Despite all of this, the TPP does have an Achilles heel, a pressure point that opponents must coalesce around if we’re to stop it: its expansion of intellectual property (IP) regulations. The new IP regulations would impact pharmaceutical companies, the internet, and the music and movie industries by extending American copyright laws to all the nations who ratify the deal.

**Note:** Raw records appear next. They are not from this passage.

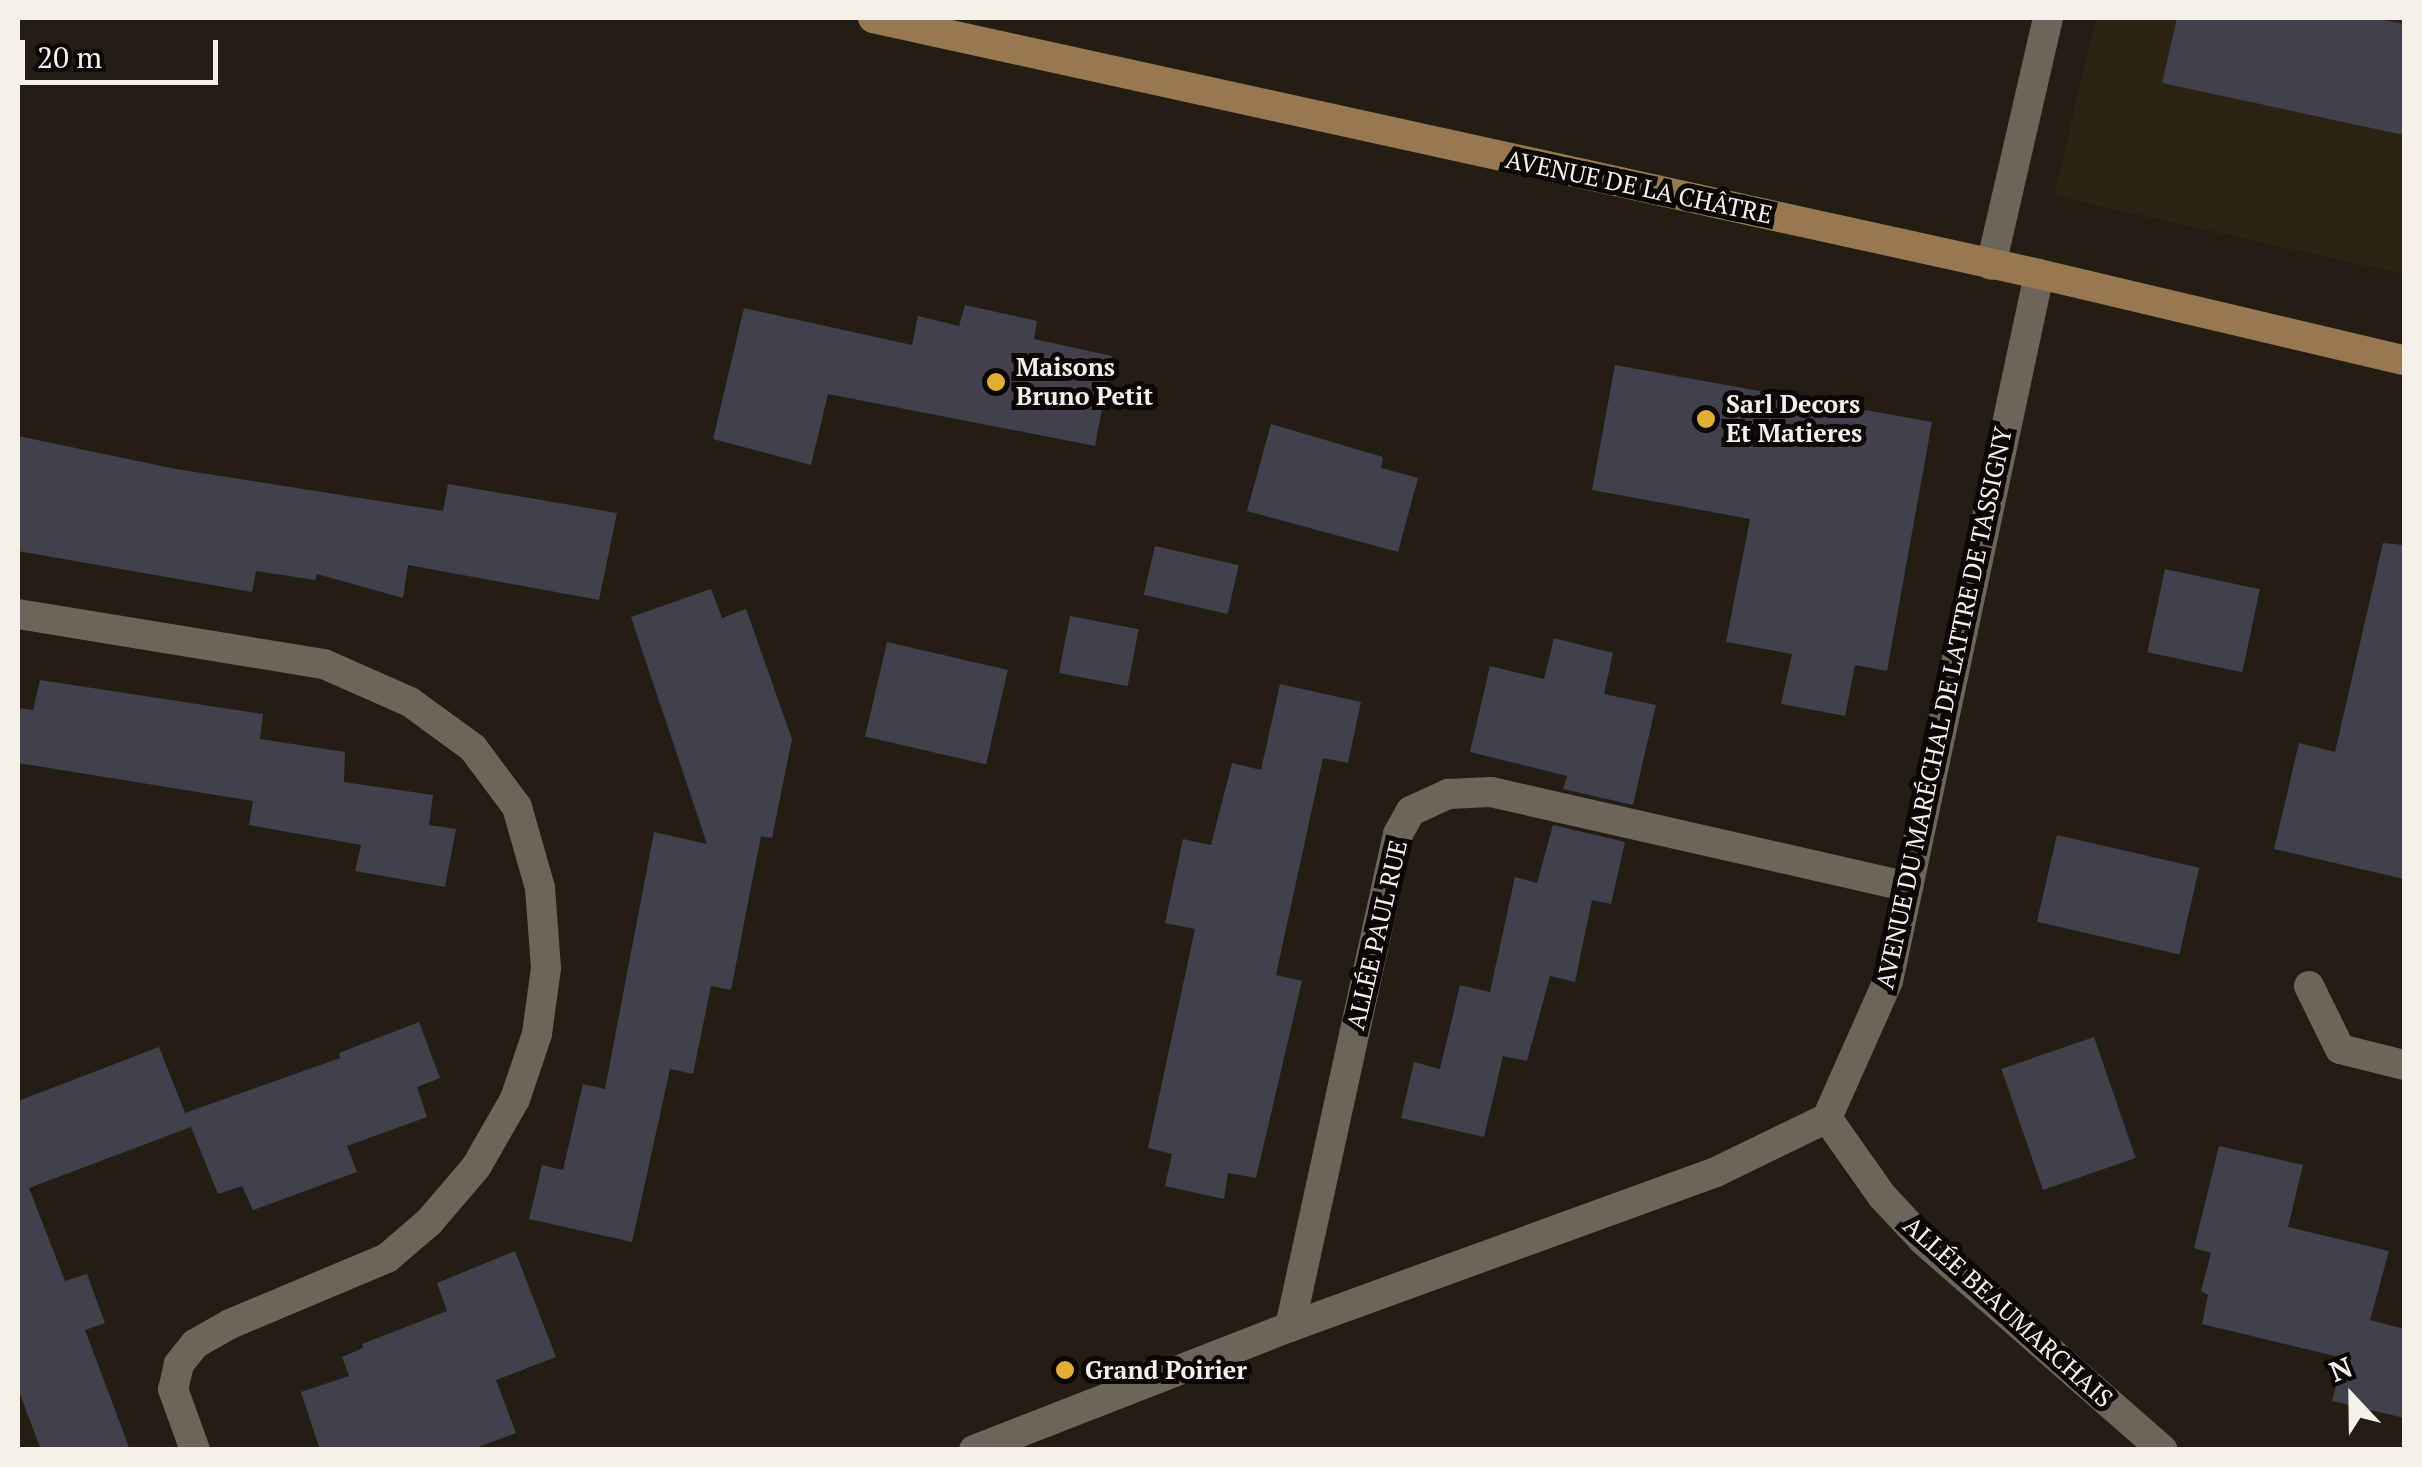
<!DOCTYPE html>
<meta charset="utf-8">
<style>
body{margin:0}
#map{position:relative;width:2422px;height:1467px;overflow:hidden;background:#231d13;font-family:"PT Serif",serif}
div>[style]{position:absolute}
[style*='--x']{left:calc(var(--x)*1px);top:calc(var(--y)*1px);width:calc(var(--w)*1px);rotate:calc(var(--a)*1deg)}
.built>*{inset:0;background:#2d2314}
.building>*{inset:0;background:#40414c;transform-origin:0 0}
.lane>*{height:30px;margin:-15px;padding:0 15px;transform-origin:15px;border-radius:15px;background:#6c655a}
.street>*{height:30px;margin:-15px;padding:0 15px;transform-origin:15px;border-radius:15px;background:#6c655a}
.secondary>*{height:30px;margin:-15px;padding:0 15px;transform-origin:15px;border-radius:15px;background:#987850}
.dots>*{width:28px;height:28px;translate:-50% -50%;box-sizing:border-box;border:5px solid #0a0704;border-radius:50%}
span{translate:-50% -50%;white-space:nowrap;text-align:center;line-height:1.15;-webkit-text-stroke:10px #0a0704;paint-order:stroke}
.street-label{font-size:25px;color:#f5f1ea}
.poi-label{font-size:25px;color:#f5f1ea;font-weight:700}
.left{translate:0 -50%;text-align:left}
.frame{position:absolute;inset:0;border:20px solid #f5f1ea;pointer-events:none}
.north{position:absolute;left:2302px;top:1347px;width:100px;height:100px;-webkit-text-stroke:8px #0a0704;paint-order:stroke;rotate:338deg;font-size:28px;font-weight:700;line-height:40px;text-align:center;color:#f5f1ea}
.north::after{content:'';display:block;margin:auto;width:35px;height:45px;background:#f5f1ea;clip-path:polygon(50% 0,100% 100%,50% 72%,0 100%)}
.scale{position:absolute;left:20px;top:40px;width:198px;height:45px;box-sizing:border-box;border:5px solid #f5f1ea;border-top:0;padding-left:12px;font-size:30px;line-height:35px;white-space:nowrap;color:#f5f1ea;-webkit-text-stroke:8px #0a0704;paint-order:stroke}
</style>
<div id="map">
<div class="built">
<div style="clip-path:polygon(2096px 18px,2404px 18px,2404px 274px,2054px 196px)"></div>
</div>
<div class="building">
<div style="clip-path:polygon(2177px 18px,2374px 18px,2404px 24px,2404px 135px,2162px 83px)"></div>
<div style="clip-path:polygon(965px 305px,1037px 321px,1034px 339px,1112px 356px,1095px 446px,828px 394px,811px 465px,713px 439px,744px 308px,912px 345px,918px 316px,959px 326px)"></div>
<div style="clip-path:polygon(1615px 365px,1932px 422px,1887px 671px,1855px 665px,1845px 716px,1781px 704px,1792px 654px,1726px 642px,1750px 519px,1592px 490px)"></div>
<div style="clip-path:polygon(1271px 424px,1383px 457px,1381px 468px,1418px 478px,1398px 552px,1247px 511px)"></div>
<div style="clip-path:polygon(18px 436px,176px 469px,443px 511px,448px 484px,617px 513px,599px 600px,408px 565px,403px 598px,317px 574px,315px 580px,256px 571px,252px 592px,18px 551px)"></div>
<div style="clip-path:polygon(2383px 543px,2404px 545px,2404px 879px,2274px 849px,2299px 743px,2335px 752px)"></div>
<div style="left:1155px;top:546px;width:86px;height:50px;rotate:13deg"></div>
<div style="left:2165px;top:569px;width:97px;height:85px;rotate:12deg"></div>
<div style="clip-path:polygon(711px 589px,722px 618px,746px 609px,792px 739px,772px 838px,761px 836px,731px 990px,711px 986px,693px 1074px,670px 1069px,632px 1242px,529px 1219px,542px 1165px,563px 1170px,583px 1084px,605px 1089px,654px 832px,707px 844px,631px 617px)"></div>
<div style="left:1070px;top:616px;width:70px;height:58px;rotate:11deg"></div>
<div style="clip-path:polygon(1554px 638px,1613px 653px,1604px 694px,1656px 705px,1633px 805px,1563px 789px,1567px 776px,1470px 752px,1490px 666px,1544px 679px)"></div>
<div style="left:887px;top:642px;width:124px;height:97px;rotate:13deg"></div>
<div style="clip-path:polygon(40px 680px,263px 714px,260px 739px,345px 752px,344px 782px,433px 795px,429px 825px,456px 829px,445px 887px,355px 871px,361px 845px,249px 825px,253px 801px,18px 763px,18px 708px,33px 710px)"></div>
<div style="clip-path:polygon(1280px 684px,1361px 702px,1348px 763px,1323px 758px,1276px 975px,1302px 981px,1256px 1178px,1228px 1173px,1224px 1199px,1165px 1186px,1172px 1154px,1148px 1148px,1195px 929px,1165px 923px,1183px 839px,1211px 845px,1232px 763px,1261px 770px)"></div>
<div style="clip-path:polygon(1553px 825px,1625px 842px,1611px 904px,1592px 900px,1575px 982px,1550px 976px,1527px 1061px,1503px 1056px,1484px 1137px,1401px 1118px,1414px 1062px,1440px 1069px,1460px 985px,1490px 992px,1515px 877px,1537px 883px)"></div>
<div style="left:2057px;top:835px;width:146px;height:89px;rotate:13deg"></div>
<div style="clip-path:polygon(419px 1022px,440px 1078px,417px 1087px,427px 1117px,347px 1146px,357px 1172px,253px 1210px,242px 1186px,218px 1194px,191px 1127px,29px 1188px,65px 1281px,87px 1274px,105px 1323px,85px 1330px,130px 1450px,41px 1450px,18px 1389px,18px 1101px,159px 1047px,185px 1113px,340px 1058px,339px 1053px)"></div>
<div style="left:2094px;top:1037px;width:128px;height:98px;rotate:71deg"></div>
<div style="clip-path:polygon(2219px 1146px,2303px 1165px,2288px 1227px,2389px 1251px,2370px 1320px,2404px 1329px,2404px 1418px,2332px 1401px,2343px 1358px,2202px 1324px,2208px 1295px,2201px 1291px,2211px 1253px,2194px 1248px)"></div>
<div style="clip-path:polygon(515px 1251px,556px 1357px,496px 1380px,516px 1433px,470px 1450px,320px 1450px,301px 1392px,349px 1376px,342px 1357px,363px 1348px,362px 1344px,447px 1311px,437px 1283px)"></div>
</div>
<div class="lane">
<div style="--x:1991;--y:265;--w:253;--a:-77"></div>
</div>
<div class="street">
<div style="--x:18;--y:614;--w:310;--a:9.3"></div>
<div style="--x:324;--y:664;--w:94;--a:23.8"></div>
<div style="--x:410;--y:702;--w:78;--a:36.1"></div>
<div style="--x:473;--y:748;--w:74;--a:53.3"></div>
<div style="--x:517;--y:807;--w:84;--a:74.1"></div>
<div style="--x:540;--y:888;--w:80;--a:85.7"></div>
<div style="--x:546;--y:968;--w:67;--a:97.8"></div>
<div style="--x:537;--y:1034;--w:69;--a:108.7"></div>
<div style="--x:515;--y:1099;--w:78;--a:119.8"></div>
<div style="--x:476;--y:1167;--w:72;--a:130.5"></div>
<div style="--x:429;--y:1222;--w:55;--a:139.4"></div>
<div style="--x:387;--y:1258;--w:170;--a:157.2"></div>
<div style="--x:230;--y:1324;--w:40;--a:150.3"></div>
<div style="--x:195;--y:1344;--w:26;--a:129"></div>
<div style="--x:179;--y:1364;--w:26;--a:103"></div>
<div style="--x:173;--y:1389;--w:65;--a:70.2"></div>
<div style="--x:2309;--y:986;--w:70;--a:63.8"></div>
<div style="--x:2340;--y:1049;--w:66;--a:14"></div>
<div style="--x:1827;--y:1118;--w:95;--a:54.8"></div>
<div style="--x:1882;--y:1196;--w:62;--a:47"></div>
<div style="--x:1924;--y:1241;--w:317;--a:41.2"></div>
<div style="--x:1290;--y:1327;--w:505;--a:-77.64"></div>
<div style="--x:1398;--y:834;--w:26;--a:-61"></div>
<div style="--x:1411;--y:811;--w:41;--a:-24.7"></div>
<div style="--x:1448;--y:794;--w:43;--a:-2.7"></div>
<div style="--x:1491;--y:792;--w:428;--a:12.8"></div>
<div style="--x:974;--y:1450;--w:339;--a:-21.3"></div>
<div style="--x:1290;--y:1327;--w:453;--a:-20"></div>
<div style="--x:1716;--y:1172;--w:123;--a:-25.9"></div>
<div style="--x:1827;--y:1118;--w:150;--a:-66"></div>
<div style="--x:1888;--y:981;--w:723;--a:-77.94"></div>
</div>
<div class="secondary">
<div style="--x:873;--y:18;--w:1194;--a:12.38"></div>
<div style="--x:2039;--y:274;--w:375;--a:13.3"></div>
</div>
<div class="dots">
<div style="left:996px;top:382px;background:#e3ae35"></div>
<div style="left:1706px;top:419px;background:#e3ae35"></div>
<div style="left:1065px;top:1370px;background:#e3ae35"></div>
</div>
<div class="street-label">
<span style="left:1639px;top:187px;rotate:12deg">AVENUE DE LA CHÂTRE</span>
<span style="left:1944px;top:708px;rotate:-78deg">AVENUE DU MARÉCHAL DE LATTRE DE TASSIGNY</span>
<span style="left:1377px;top:935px;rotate:-77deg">ALLÉE PAUL RUE</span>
<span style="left:2008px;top:1312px;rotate:42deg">ALLÉE BEAUMARCHAIS</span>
</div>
<div class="poi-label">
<span class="left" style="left:1016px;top:382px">Maisons<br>Bruno Petit</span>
<span class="left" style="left:1726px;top:419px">Sarl Decors<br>Et Matieres</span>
<span class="left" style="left:1085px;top:1370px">Grand Poirier</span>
</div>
<div class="frame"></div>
<div class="north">N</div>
<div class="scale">20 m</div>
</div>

If Médecins Sans Frontières (Doctors Without Borders) is getting political about something, people should stand up and listen. MSF has begun campaigning against the TPP on the basis that the extension of intellectual property regulations will decrease the availability of generic drugs, which both MSF and healthcare workers rely on worldwide. These real life consequences, coupled with the fact that even in the extremely pro-TPP publication The Economist you can find quotes like: “The Petri study concludes that a more inclusive Pacific free-trade deal with weaker rules on state-owned firms and intellectual property would lift income gains for the original 12 TPP members, including America, to $760 billion — more than double the boost from TPP,” shows that expansion of IP protection does not even have the backing of many economists who might support the rest of the deal.
And thus, the heel is revealed. The far reaching consequences of the deal are not unique to the pieces about IP regulation. This collision of expensive drugs hurting vulnerable people and the fact that this danger is a result of something that pro free trade economists do not support, however, should be enough to force even the most “serious” person to second guess the TPP. The global economy is incredibly complex and I feel about as confident in my ability to speak about it as I would organic chemistry. However, within the context of IP protections, we can stand on the shoulders of experts from both sides of the issue, and maybe use the words of these giants to fell the beast.
On the TPP, it’s time for environmentalists to put down our own arms and become the microphone. Listen to the doctors, the artists, and yes, the economists. Do not ratify the TPP.